**Directions**
The lines to copy from the data below are those that hold the string "each".

Items from a dataset:
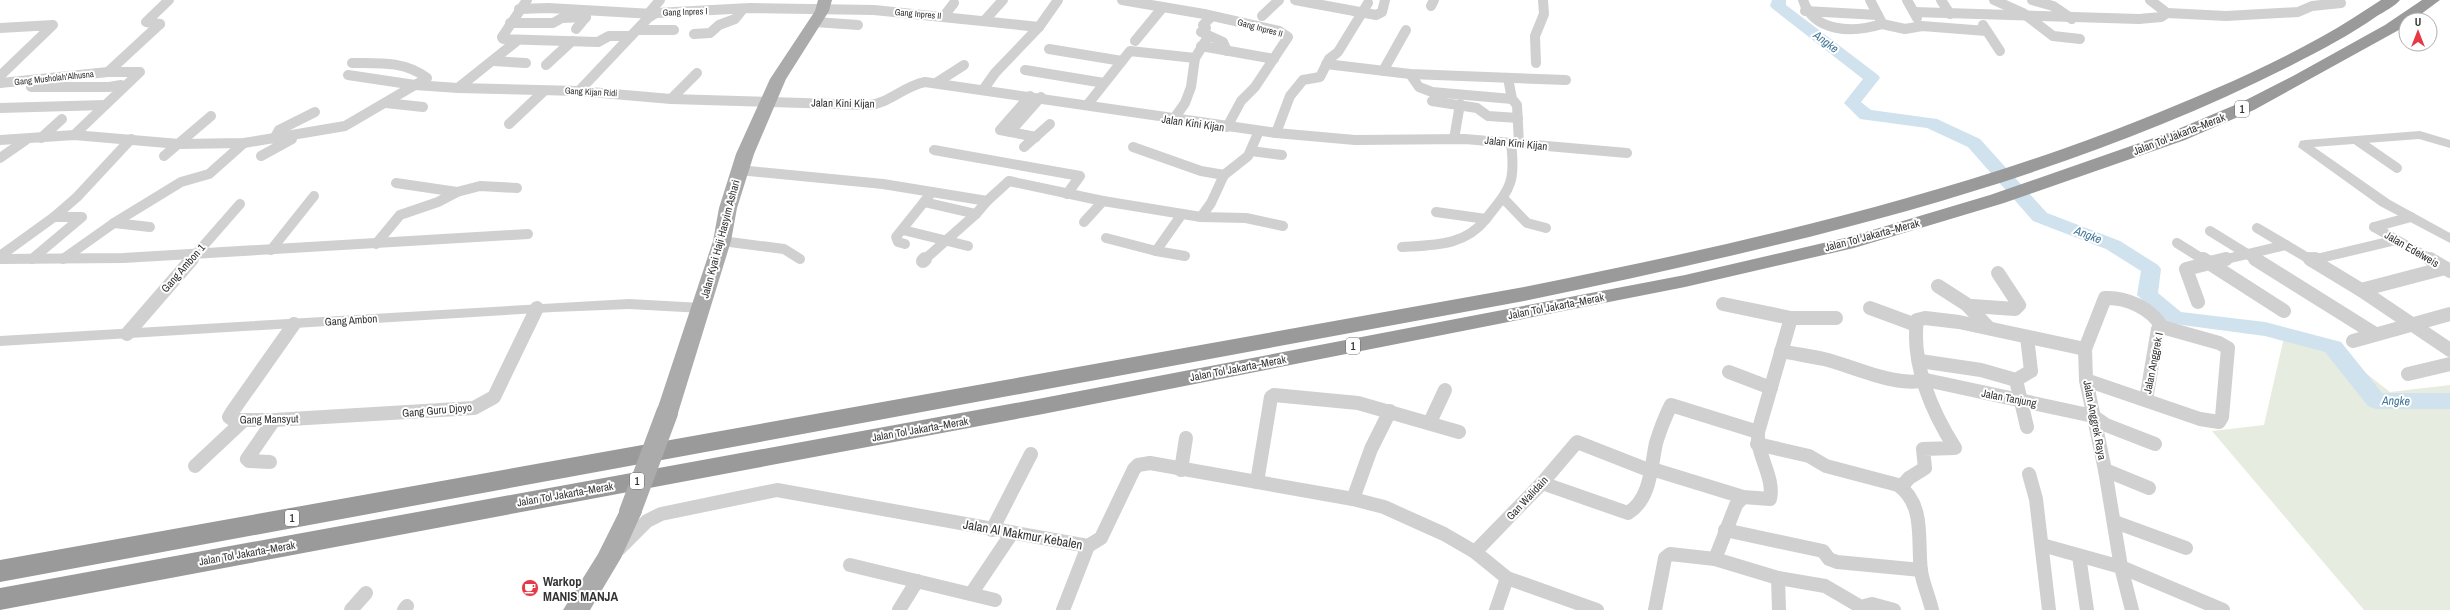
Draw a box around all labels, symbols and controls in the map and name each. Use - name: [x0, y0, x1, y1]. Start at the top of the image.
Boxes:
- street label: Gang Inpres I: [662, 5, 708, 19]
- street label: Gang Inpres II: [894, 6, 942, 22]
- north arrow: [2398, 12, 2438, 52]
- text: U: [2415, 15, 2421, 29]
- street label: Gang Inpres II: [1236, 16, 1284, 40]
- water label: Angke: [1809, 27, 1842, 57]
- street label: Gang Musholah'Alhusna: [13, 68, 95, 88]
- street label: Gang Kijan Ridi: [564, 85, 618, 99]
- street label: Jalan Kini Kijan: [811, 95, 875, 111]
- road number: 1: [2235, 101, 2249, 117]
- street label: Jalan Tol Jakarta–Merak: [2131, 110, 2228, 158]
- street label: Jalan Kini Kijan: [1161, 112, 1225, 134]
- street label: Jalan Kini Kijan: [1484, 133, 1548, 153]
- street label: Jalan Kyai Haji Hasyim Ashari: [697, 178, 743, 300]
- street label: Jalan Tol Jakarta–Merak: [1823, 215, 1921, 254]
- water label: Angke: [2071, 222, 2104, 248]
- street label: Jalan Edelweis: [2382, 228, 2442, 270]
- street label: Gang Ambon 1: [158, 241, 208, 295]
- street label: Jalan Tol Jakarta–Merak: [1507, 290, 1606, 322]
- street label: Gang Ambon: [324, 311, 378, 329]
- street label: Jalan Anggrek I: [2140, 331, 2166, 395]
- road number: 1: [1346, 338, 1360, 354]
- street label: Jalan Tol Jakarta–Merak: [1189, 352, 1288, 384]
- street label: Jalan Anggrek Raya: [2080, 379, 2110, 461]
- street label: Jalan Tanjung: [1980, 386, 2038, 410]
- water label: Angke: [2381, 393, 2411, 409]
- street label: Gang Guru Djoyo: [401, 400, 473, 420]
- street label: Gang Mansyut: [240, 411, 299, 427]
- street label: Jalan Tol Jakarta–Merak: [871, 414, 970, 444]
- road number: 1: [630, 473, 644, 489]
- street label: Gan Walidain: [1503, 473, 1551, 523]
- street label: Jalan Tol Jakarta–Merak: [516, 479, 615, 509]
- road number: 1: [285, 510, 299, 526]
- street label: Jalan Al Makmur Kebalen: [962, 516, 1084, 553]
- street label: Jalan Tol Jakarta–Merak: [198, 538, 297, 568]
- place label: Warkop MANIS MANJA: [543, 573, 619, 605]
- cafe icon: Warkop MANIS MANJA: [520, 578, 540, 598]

--

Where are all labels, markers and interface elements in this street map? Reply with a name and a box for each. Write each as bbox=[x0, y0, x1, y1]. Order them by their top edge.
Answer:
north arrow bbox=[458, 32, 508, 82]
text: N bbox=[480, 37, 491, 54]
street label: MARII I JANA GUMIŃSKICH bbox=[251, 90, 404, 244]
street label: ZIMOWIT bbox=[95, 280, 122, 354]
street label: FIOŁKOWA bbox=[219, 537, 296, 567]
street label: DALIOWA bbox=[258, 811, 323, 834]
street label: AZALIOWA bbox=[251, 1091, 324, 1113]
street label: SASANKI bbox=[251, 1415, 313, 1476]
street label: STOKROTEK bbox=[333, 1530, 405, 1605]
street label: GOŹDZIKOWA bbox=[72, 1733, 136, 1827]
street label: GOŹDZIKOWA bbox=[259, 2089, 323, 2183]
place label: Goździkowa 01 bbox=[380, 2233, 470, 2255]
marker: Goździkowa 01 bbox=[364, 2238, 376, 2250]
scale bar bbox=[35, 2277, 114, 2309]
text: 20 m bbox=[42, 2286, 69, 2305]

**Reply**
Draw a box around all labels, symbols and controls in the map and name each. Use - name: [x0, y0, x1, y1]. Start at the top of the image.
Where are all labels, markers and interface elements in this street map? Reply with a name and a box for each. Write each as bbox=[x0, y0, x1, y1]. Order them by their top edge.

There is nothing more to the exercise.